Dr. Jennifer Manly provided an overview of presentations by Dr. Chantel L. Martin and Dr. Jamaine Davis to the Council, pertaining to their research on biological mechanisms of health and aging disparities. Manly noted that Martin and Davis are champions of community engagement in research and aim to center their work on the concerns of the populations they seek to serve.

Martin’s presentation, titled “Embodiment of Place: Mechanisms of Aging Disparities,” focused on how structural racism, or the ways in which society fosters racial discrimination through mutually reinforcing and inequitable systems, contributes to epigenetic changes and acceleration of biological aging.
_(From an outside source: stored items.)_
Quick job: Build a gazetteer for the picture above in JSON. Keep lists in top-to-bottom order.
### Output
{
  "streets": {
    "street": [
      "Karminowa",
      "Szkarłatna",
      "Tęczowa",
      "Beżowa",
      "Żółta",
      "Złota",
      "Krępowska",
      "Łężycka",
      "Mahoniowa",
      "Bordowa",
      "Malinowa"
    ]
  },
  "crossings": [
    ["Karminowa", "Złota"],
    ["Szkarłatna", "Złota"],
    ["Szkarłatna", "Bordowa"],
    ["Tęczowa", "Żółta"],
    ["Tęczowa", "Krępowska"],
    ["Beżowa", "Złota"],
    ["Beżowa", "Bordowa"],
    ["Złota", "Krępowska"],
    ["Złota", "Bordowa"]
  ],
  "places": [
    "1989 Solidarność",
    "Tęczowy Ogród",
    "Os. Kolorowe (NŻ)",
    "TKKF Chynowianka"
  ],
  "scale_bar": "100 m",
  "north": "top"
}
Researchers have studied a variety of biomarkers to measure biological aging, such as allostatic load, telomere length, and immune function. Martin specifically examined DNA methylation, a biomarker of aging that is responsive to environmental stressors. Using data from the Detroit Neighborhood Health Study, Martin and colleagues found that neighborhood disorder, characterized by the presence of people on the street and abandoned cars, was associated with accelerated DNA methylation (DNAm) aging. Models stratified by social cohesion illustrated that associations between neighborhood disorder and accelerated DNAm aging remained elevated for people living in neighborhoods with low social cohesion but were null for those living amid high social cohesion. Thus, living in adverse environments may accelerate epigenetic aging, while positive neighborhood attributes may buffer those negative environmental effects.
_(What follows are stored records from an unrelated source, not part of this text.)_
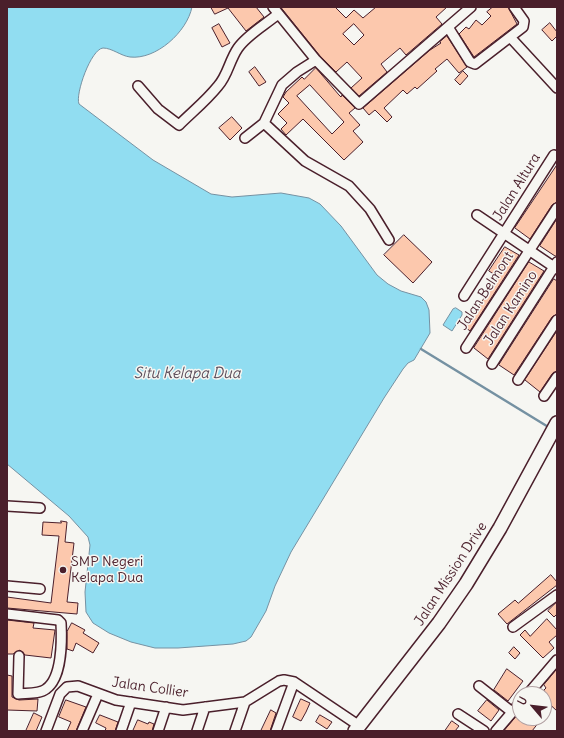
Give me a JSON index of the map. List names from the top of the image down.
{
  "streets": {
    "street": [
      "Jalan Altura",
      "Jalan Belmont",
      "Jalan Kamino",
      "Jalan Mission Drive",
      "Jalan Collier"
    ]
  },
  "water": ["Situ Kelapa Dua"],
  "places": ["SMP Negeri Kelapa Dua"],
  "north": "top left"
}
Davis’ presentation, titled “Towards Precision Medicine: Elucidating Mechanisms of Genetic Variants That Confer Alzheimer’s Risk in African Americans,” focused on the contribution of genetics to disparities in Alzheimer’s risk between African American individuals and non-Hispanic White individuals. Alzheimer’s disproportionately affects African American individuals, and certain gene variants associated with Alzheimer’s have been found to be more prevalent in individuals of African descent than in those of European descent. Davis examined the ABCA7 T319A variant, which more strongly predicts Alzheimer’s risk in African American individuals than does the commonly studied APOE e4 variant. ABCA7 codes for a transmembrane protein involved in lipid homeostasis and phagocytosis, and its dysfunction is associated with increased amyloid beta (Aβ) production, reduced Aβ clearance, impaired microglial response to inflammation, and endoplasmic reticulum stress. Davis found that the ABCA7 T319A variant may contribute to Alzheimer’s by reducing levels of a membrane phospholipid reportedly decreased in the Alzheimer’s brain, phosphatidylinositol bisphosphate (PIP2). Thus, targeting mechanisms that increase PIP2 levels may help treat Alzheimer’s and mitigate disparities.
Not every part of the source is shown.